As a graduate student studying photography at Syracuse University, Ryan Brady had to create a photo documentary series for his final project in his masters program.
Now, months after completion, National Geographic featured his work documenting the life of a traditional Catholic community and detailing how his experience transformed his spiritual life.
Last February, wanting to go to confession, Brady found himself at a church he had not visited in years: Transfiguration of Our Lord Parish, an old Polish church he thought was on the brink of closure.
When he arrived at the church, however, what he found told a much different story.
Not only was the interior completely transformed, but young people and families filled the confession lines. The source of this transformation, Brady learned, was the traditional Latin Mass.
Brady decided to return to the parish for Mass. There, parishioners invited him to attend the parish’s upcoming Candlemas service. He asked if he could photograph the event, and the parish agreed.
Thus began his one-year journey capturing in photographs life in a traditional Latin Mass parish.
“It’s not a fluff piece on traditional Mass, and I never wanted it to be a hit piece on the ‘trads,’” Brady told CatholicVote, noting that he wanted to focus on capturing beauty.
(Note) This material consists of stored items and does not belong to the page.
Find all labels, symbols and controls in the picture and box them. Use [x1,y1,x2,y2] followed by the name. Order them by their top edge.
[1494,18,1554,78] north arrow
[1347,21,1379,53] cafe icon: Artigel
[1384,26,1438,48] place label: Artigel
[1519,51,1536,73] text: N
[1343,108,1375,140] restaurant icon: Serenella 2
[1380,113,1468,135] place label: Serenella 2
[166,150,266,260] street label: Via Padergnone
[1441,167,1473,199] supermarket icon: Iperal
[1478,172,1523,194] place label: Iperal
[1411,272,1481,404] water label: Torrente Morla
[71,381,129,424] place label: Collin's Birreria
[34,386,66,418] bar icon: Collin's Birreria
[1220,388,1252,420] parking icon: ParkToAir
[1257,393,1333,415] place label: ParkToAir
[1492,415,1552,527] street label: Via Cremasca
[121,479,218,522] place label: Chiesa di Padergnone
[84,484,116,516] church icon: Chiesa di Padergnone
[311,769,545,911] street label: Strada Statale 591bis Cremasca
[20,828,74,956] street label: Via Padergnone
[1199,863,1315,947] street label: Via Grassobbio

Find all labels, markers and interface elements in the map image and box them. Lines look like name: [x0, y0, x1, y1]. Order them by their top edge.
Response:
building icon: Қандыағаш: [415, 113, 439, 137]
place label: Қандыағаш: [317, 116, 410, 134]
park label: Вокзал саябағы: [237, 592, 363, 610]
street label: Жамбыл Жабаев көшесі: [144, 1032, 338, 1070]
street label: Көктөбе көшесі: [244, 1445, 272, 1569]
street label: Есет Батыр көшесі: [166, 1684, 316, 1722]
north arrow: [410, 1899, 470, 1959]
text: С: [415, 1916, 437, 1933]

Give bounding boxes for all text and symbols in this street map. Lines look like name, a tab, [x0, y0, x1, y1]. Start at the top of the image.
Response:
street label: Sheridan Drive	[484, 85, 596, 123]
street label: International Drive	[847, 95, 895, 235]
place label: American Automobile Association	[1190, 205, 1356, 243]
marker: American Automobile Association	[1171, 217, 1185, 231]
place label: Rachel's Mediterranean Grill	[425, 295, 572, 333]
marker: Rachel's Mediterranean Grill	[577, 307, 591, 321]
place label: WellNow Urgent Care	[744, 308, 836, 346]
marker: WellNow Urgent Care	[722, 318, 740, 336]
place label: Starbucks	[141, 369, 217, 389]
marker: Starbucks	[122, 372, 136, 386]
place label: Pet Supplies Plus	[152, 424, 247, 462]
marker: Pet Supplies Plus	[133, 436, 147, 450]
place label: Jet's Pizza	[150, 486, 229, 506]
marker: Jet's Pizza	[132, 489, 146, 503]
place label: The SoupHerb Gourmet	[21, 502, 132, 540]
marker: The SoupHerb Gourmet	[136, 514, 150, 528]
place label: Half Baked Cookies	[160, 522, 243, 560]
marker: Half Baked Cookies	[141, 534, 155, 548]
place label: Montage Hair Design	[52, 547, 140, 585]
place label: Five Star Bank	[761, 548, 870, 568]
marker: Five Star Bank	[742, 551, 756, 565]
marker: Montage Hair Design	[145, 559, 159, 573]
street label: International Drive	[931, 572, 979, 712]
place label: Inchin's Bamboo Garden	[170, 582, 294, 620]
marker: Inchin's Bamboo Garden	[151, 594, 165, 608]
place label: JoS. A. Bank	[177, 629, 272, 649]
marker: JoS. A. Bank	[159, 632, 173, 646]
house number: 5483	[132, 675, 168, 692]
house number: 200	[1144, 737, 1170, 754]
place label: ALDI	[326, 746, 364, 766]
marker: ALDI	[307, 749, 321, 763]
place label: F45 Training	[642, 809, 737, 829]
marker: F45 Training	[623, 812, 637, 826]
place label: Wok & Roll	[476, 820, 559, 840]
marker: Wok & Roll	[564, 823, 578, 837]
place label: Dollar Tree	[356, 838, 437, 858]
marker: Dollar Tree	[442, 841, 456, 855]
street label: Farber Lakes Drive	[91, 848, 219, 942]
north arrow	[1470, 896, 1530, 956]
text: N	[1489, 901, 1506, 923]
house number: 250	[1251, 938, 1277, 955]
At the beginning of the project, some friends encouraged him to replicate the popular Mass of the Ages series in photographs. Others tried to dissuade him from featuring a traditional community, saying that the project could become controversial.
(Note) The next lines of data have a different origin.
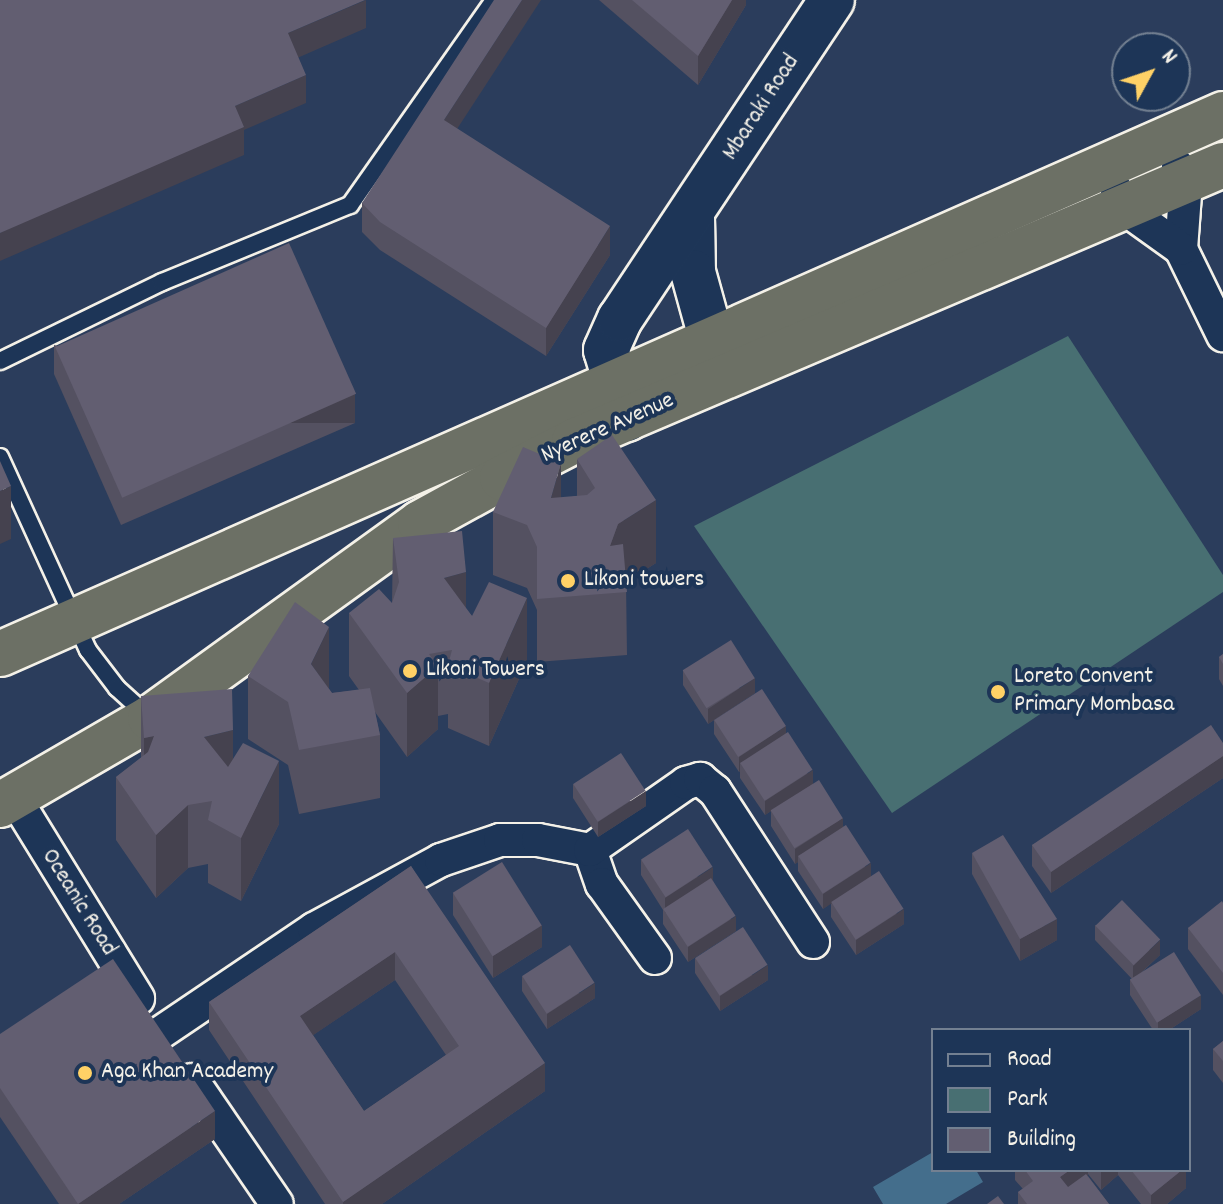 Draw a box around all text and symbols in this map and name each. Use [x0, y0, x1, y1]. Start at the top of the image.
north arrow [1111, 32, 1191, 112]
text: N [1153, 43, 1184, 72]
street label: Mbaraki Road [717, 50, 807, 166]
street label: Nyerere Avenue [537, 387, 679, 471]
place label: Likoni towers [584, 567, 704, 595]
marker: Likoni towers [559, 572, 577, 590]
place label: Likoni Towers [426, 657, 545, 685]
marker: Likoni Towers [401, 662, 419, 680]
place label: Loreto Convent Primary Mombasa [1014, 664, 1174, 720]
marker: Loreto Convent Primary Mombasa [989, 683, 1007, 701]
street label: Oceanic Road [34, 844, 122, 962]
legend [931, 1028, 1191, 1172]
text: Road [1007, 1043, 1052, 1077]
place label: Aga Khan Academy [101, 1059, 273, 1087]
marker: Aga Khan Academy [76, 1064, 94, 1082]
text: Park [1007, 1083, 1048, 1117]
text: Building [1007, 1123, 1076, 1157] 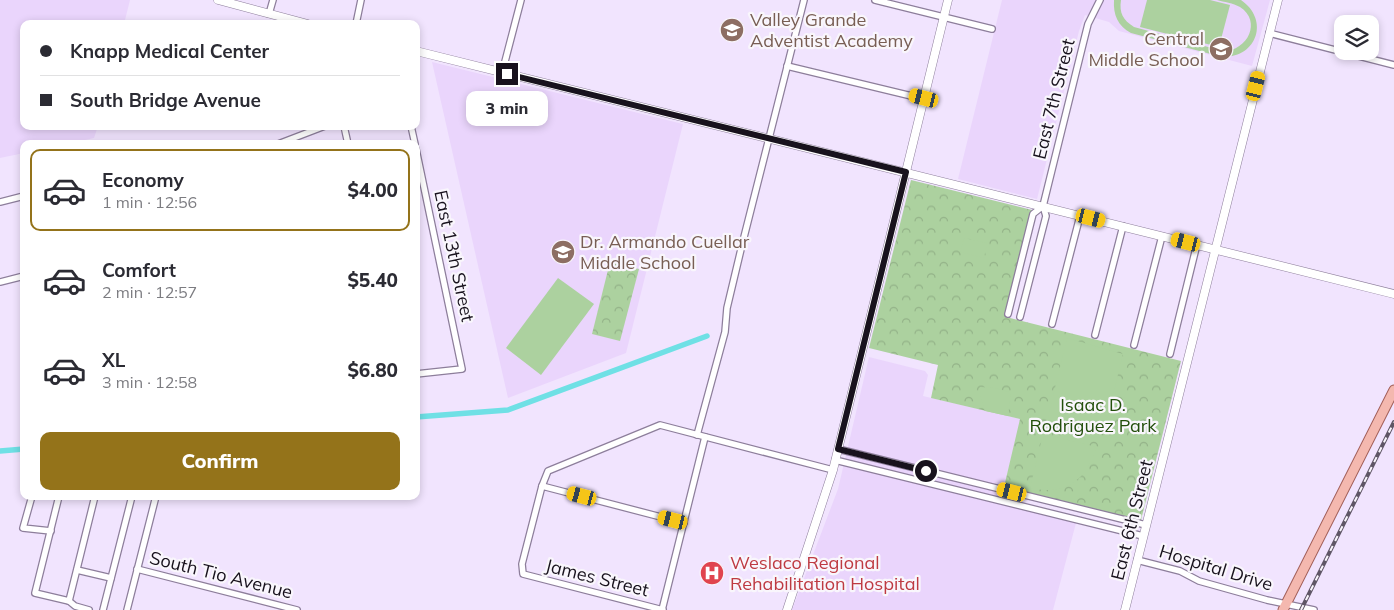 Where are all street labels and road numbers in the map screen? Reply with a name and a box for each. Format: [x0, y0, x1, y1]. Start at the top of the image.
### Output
street label: East 7th Street [1027, 36, 1080, 161]
street label: East 13th Street [429, 188, 480, 324]
street label: East 6th Street [1105, 457, 1158, 582]
street label: Hospital Drive [1157, 539, 1276, 596]
street label: South Tio Avenue [147, 546, 295, 603]
street label: James Street [543, 554, 651, 601] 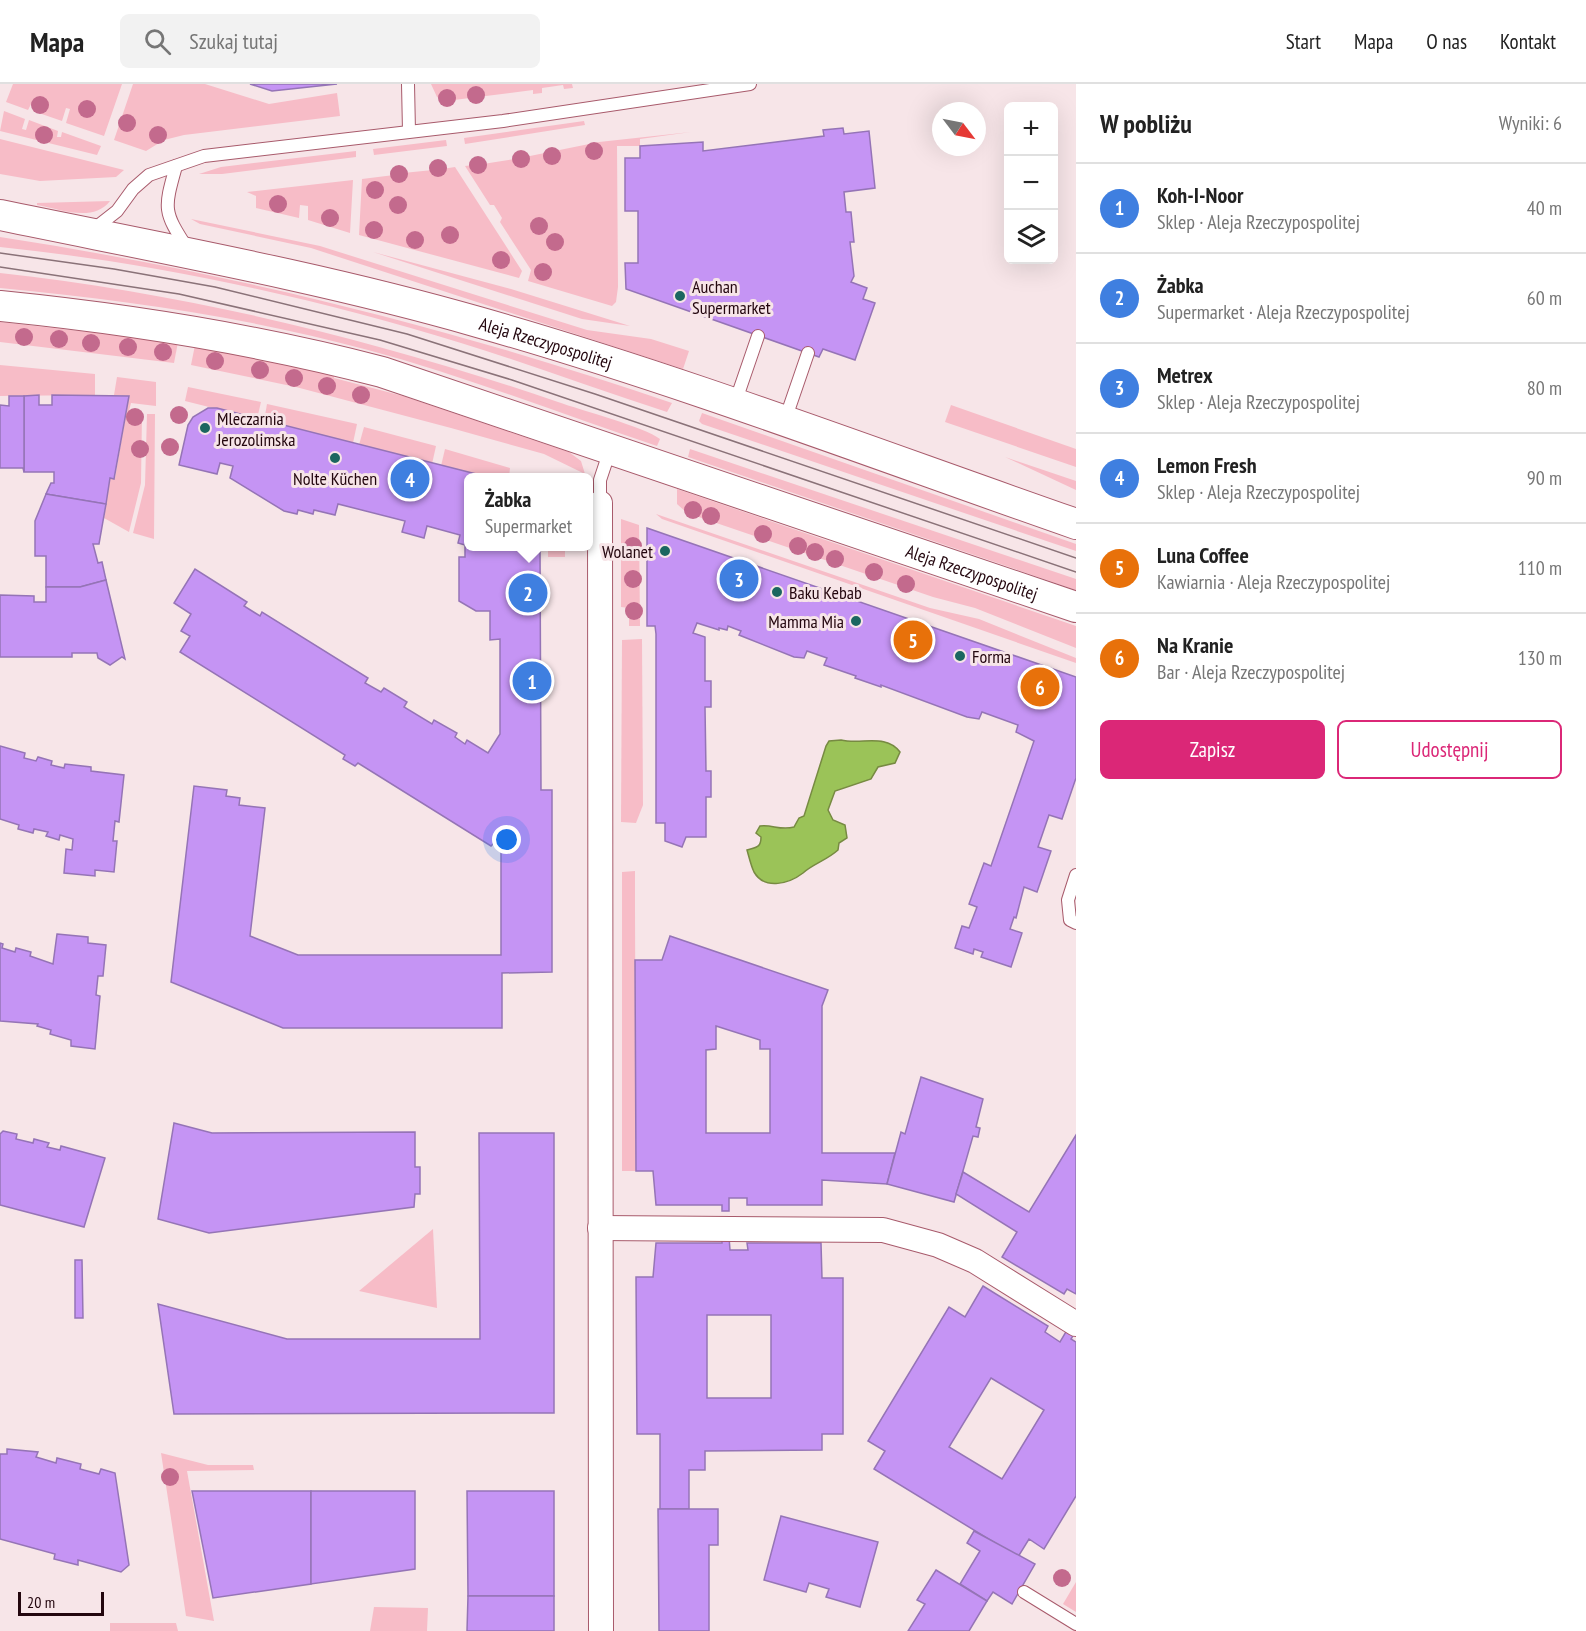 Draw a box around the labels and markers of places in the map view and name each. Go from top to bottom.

Brady did more than just photograph; he listened to the stories of community members and heard how their lives had been transformed. They invited him to dinner and shared their stories with him.
“Photographing the community got me into some really interesting situations. I got to know the people, and they gave me access to some really amazing stories,” said Brady. “I was going everywhere with them; I would go with the open homesteaders to their land and go with a youth group to Canada to capture their experiences camping together.”
Beyond experiencing the vibrant community that extends beyond the Church, Brady encountered the beauty and reverence surrounding the traditional Latin Mass.
“I would never call myself a ‘trad,’ but I did this because there’s something very real out there that’s drawing people, whether young people or older people, into these parishes. I have not seen a lot of work out there that genuinely cares about what’s going on in traditional Catholic communities without taking an ideological stance one way or another or without discounting some part of it. That’s not what I wanted to do; I just wanted to capture the beauty.”
Going into the project, Brady knew very little about the traditional Latin Mass community in the U.S. Growing up, Brady’s family attended Mass a couple times throughout the year but rarely prayed or learned about the faith together.
After attending a Catholic high school, Brady fell in love with the Catholic faith in college and found his calling using his gift for photography to show the beauty of the faith.
Of documentary photography, Brady said, “I love the idea of reaching down into a situation, pulling these things out, and discovering these practices that are never seen by the masses.”
“It gives each of us a very real awareness that …We’re part of the story; we’re part of this whole massive arc of history,” said Brady.
Over the course of the year, Brady witnessed first-hand the vibrant life of traditional Catholic communities in upstate New York.
“These parishes are more than just an hour on Sundays; personally, I had this desire for more. I didn’t know that these devotions and practices are drawn from… tradition, so I ended up spending next year on this journey exploring the whole traditionalism side of the Church,” said Brady.
Brady sees capturing beauty as his mission from God. Now that he has finished this project, he plans to serve for two years as a missionary with Creatio, where he will use his photography skills to document a small missionary group dedicated to helping others encounter God in the wilderness.
And after those two years, he does not know what God has in store for him.
“I’ve been formed as an apostle of beauty,” said Brady. “My photographic work is at the center of the way I communicate with people, and to be able to do this as a mission is incredible. I’m living my life right now to connect and help people by capturing the beauty and truth of the Catholic faith.”